__About this exercise__
Please transcribe the line with "What data does" and the lines after it through the end of the listing below, keeping both ends and nothing more.

__Source material__
┌──

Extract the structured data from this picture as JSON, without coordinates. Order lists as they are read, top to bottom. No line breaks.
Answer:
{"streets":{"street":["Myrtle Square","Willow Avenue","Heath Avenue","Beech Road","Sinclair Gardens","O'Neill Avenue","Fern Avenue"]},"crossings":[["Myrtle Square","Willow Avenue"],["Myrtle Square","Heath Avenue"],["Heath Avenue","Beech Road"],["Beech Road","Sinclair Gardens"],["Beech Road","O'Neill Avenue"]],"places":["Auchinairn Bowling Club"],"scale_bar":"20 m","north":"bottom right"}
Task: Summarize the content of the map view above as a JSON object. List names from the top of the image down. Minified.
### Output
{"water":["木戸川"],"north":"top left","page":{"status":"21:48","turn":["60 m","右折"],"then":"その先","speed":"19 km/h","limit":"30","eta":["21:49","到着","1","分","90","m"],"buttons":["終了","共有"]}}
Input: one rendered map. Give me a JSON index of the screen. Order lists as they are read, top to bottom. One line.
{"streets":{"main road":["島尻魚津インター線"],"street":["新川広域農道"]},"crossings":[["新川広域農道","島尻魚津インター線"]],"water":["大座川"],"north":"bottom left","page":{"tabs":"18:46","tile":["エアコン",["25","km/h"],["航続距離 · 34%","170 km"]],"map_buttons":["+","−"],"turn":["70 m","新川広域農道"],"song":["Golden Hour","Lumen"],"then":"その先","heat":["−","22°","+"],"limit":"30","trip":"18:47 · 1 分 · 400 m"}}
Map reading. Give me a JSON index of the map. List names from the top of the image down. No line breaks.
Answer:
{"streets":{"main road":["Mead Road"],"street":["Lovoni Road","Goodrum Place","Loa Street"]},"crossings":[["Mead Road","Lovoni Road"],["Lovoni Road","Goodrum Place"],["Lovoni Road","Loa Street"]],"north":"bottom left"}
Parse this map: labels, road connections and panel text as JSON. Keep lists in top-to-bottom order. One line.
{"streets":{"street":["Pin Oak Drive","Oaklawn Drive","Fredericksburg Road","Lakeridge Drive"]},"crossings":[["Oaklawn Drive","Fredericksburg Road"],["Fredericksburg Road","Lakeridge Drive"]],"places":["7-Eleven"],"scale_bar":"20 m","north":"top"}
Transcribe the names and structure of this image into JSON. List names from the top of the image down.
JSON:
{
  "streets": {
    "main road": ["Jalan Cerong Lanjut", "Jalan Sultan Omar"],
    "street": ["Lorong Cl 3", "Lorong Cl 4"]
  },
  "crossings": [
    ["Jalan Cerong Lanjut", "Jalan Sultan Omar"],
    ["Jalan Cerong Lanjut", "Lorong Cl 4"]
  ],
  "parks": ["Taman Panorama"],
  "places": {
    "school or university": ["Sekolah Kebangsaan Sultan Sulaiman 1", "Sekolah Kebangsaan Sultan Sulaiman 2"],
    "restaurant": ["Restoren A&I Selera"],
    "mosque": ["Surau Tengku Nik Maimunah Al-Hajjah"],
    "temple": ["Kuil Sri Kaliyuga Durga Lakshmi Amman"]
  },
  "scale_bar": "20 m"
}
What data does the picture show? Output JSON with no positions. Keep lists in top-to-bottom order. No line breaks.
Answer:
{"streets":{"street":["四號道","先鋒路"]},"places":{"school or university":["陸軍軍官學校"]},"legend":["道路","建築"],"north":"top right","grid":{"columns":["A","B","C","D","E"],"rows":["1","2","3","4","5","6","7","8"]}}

└──

__Written response__
What data does the picture show? Output JSON with no positions. Keep lists in top-to-bottom order. No line breaks.
Answer:
{"streets":{"street":["四號道","先鋒路"]},"places":{"school or university":["陸軍軍官學校"]},"legend":["道路","建築"],"north":"top right","grid":{"columns":["A","B","C","D","E"],"rows":["1","2","3","4","5","6","7","8"]}}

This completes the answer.